勇者達[悲しき別れ]10第話
天気の良い朝、日の光を浴びながら教会へと向かう志恩。
「サラちゃんは、もっと喋ってくれれば助かるんだけどなぁ~。まだ、恐怖が残っているのだろう」
などと、独り言を呟きながら歩き、教会へと到着した。
すると、朝だと言うのにシスター達が、掃除をしている訳でもなく、うろうろと教会の周りを歩き回っている。
志恩は、少し年配の身近にいたシスターへ話し掛けてみる。
「おはようございます」
挨拶をする志恩に気が付いたシスターは、志恩の顔を見て「はっあ‥え‥」と言葉に詰まってしまう。
「みなさん早くから、どうかされたんですか?」
爽やかな笑顔で尋ねる志恩に、シスターは一旦落ち着きを取り戻し、何があったか話してくれた。

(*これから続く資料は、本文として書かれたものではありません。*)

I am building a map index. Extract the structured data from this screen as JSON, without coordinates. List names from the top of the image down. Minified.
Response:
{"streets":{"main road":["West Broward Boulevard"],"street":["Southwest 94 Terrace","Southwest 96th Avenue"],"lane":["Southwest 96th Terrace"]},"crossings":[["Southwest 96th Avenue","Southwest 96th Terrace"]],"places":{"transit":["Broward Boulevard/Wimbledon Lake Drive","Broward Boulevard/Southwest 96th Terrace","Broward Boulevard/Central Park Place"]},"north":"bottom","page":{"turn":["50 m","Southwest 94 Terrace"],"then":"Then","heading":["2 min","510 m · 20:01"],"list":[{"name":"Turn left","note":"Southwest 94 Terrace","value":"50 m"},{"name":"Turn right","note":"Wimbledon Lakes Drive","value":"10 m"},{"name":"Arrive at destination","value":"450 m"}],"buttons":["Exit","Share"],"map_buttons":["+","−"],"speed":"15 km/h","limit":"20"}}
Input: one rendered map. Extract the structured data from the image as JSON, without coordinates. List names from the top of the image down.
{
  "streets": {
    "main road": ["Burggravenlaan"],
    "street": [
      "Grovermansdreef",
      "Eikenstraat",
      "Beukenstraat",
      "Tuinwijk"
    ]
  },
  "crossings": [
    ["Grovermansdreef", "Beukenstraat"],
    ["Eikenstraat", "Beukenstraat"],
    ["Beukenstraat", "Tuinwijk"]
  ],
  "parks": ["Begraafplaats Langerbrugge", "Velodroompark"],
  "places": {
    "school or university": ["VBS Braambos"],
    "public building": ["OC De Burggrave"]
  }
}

シスターから聞いた話では、昨夜、賊が忍び込み教会で預かる少女を2人連れ去った。そして、その内の1人がサラであったとの事。
志恩は、直ぐに現場となったサラの部屋を調べる。しかし、特に手掛かりとなる物は見付からず、唯一、魔法を使った痕跡だけ知ることが出来た。
サラを預かってくれた司祭には、子供は志恩が捜索するので心配しないで待っていてくれと伝え教会を後にする。教会周辺を捜索し、賊の痕跡を探すがめぼしい物は見付からず闇雲に探すよりはと考え、まずはサイラス達と落ち合う為、冒険者ギルドへと向かった。
志恩がギルドに入ると、何時もとは違う空気が流れており、冒険者達がざわついていた。
志恩はサイラス達と合流して事情を話すと、サイラス達もギルドの様子を話してくれた。
今朝、ギルド長から緊急クエストが発表され、冒険者達が召集されたそうだ。
その内容が…最近この町で子供の誘拐事件が多発しており、怪しい組織が動いている可能性がある。直ちに犯人の隠れ家を見付け出し、子供を救出、可能であれば犯人の確保、又は殲滅すること。との事だった。
その日、冒険者やサイラス達、そして志恩は、町中の捜索をしたが手掛かりすら見付からず、夕暮れを迎えた。
そして、その夜。
ヤジル宅に戻った志恩がベッドに横になったその時、アサヒが毛を逆立てて立ち上がった。
その様子にただならぬ出来事を察しベッドから起き上がる。
「どうした?アサヒ」
アサヒは少し気を落ち着けて座ると、
「うむ、魔の力と強い魔力を感じた。不吉な‥」
志恩は「よしっ」と頷き装備を整え出掛ける準備をすると、窓からそっと外へと飛翔するのだった。
志恩は、町の中心でもある冒険者ギルドの近くへ行き、気配を調べようとする‥と、
「よぉ、シオンじゃないか。どうしたんだ?」
振り向くと、そこにいたのはサイラス達『強き仲間の集い』のメンバー達だった。
志恩は、少し驚きつつ「いや‥んー‥何か嫌な予感がして、賊が動くのって夜なんじゃないかなって思ってね」
「なるほどな、確かにそうだし、シオンの勘も気になるな。よしっ、俺達も協力するぜ」サイラスは、笑顔で応えた。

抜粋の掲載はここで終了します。